- [Assignment]: Should the word "this" occur in a line of the records, copy that line.

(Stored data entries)
----
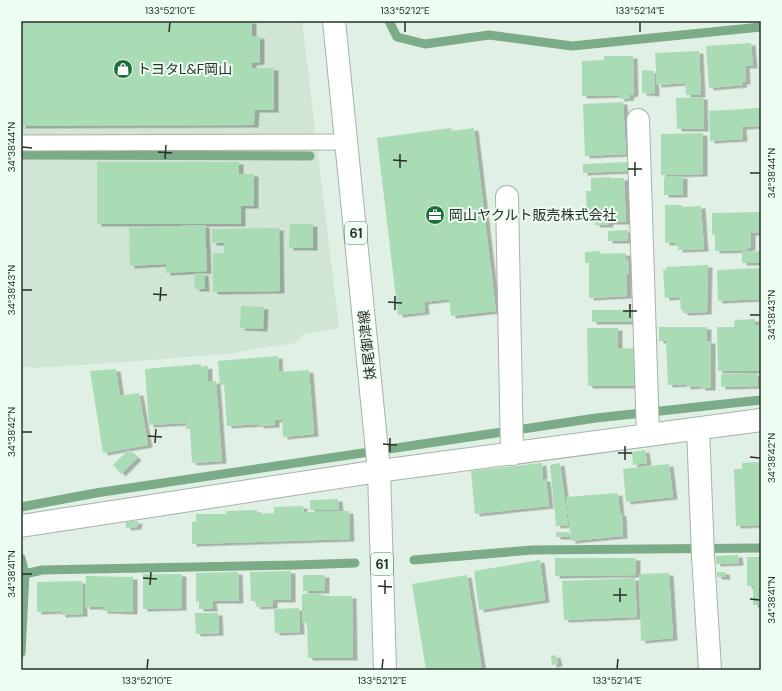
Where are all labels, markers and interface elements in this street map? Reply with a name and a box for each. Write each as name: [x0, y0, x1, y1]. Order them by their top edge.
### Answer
text: 133°52'10"E: [145, 4, 195, 17]
text: 133°52'12"E: [380, 4, 430, 17]
text: 133°52'14"E: [615, 4, 665, 17]
shop icon: トヨタL&F岡山: [112, 58, 134, 80]
place label: トヨタL&F岡山: [137, 60, 232, 78]
text: 34°38'44"N: [5, 122, 18, 172]
text: 34°38'44"N: [765, 148, 778, 198]
office icon: 岡山ヤクルト販売株式会社: [424, 204, 446, 226]
place label: 岡山ヤクルト販売株式会社: [449, 206, 617, 224]
road number: 61: [345, 222, 367, 244]
text: 34°38'43"N: [5, 265, 18, 315]
text: 34°38'43"N: [765, 290, 778, 340]
street label: 妹尾御津線: [354, 309, 380, 381]
text: 34°38'42"N: [5, 407, 18, 457]
text: 34°38'42"N: [765, 433, 778, 483]
text: 34°38'41"N: [5, 550, 18, 598]
road number: 61: [371, 553, 393, 575]
text: 34°38'41"N: [765, 576, 778, 624]
text: 133°52'10"E: [122, 674, 172, 687]
text: 133°52'12"E: [357, 674, 407, 687]
text: 133°52'14"E: [592, 674, 642, 687]

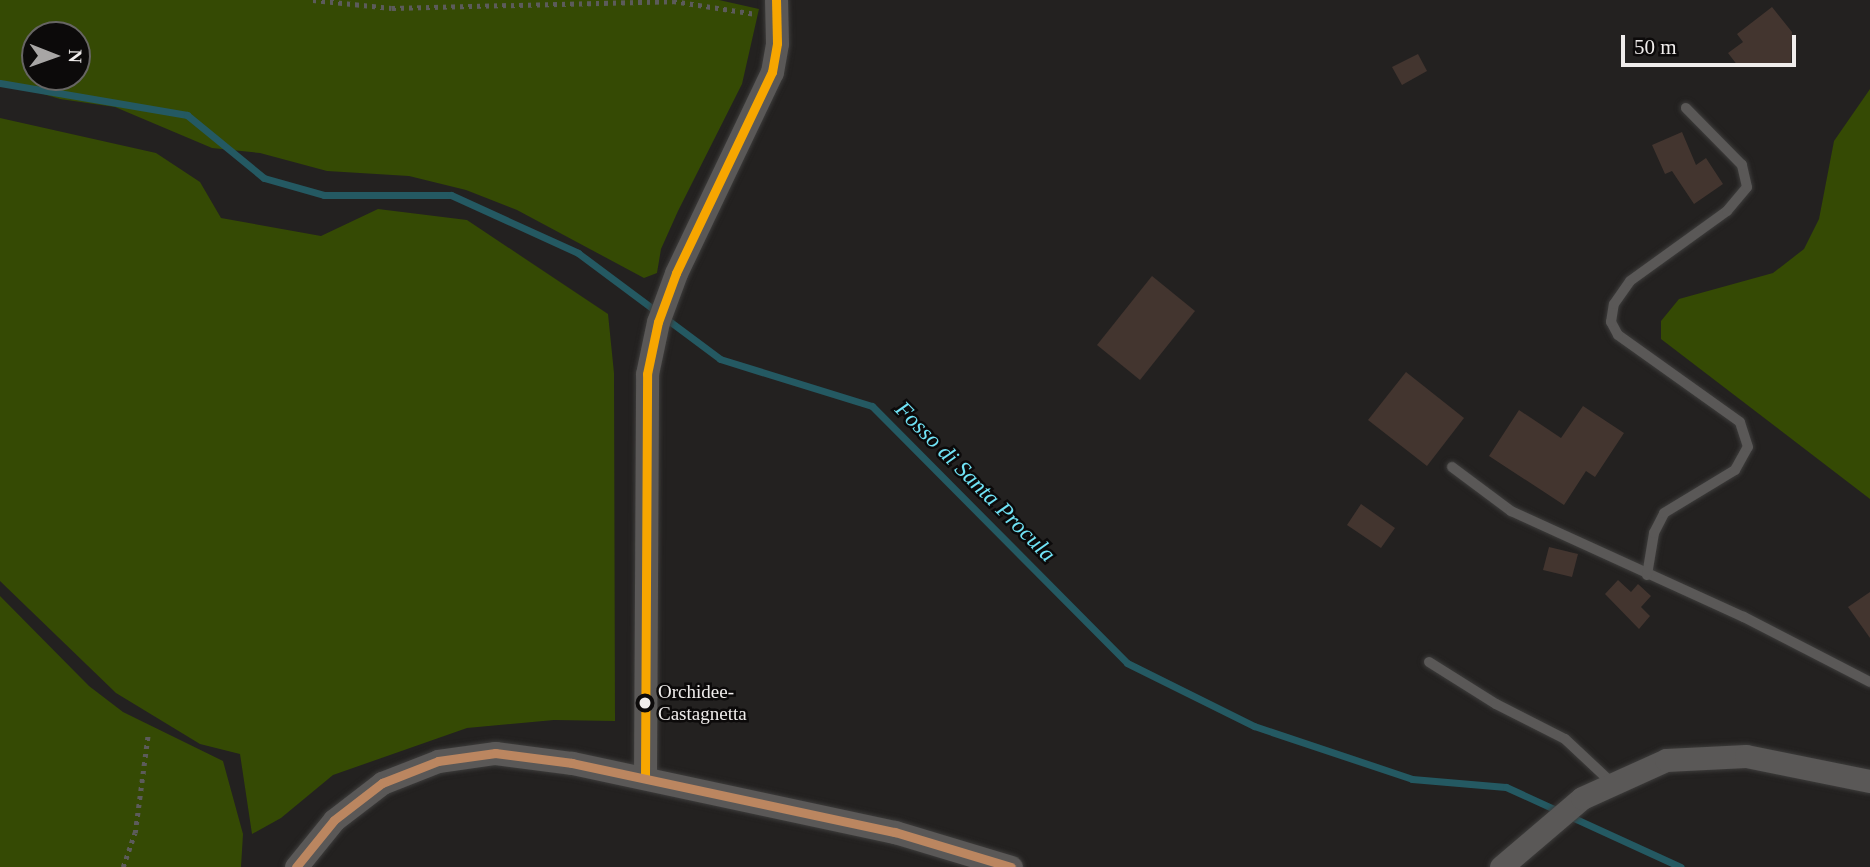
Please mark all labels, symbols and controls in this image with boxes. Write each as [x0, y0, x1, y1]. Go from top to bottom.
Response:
----
- [Task solution]:
Where are all labels, markers and interface elements in this street map? Reply with a name and a box for each. Write each as name: [x0, y0, x1, y1]. Order them by their top edge.
Please mark all labels, symbols and controls in this image with boxes. Write each as [x0, y0, x1, y1]. Go from top to bottom.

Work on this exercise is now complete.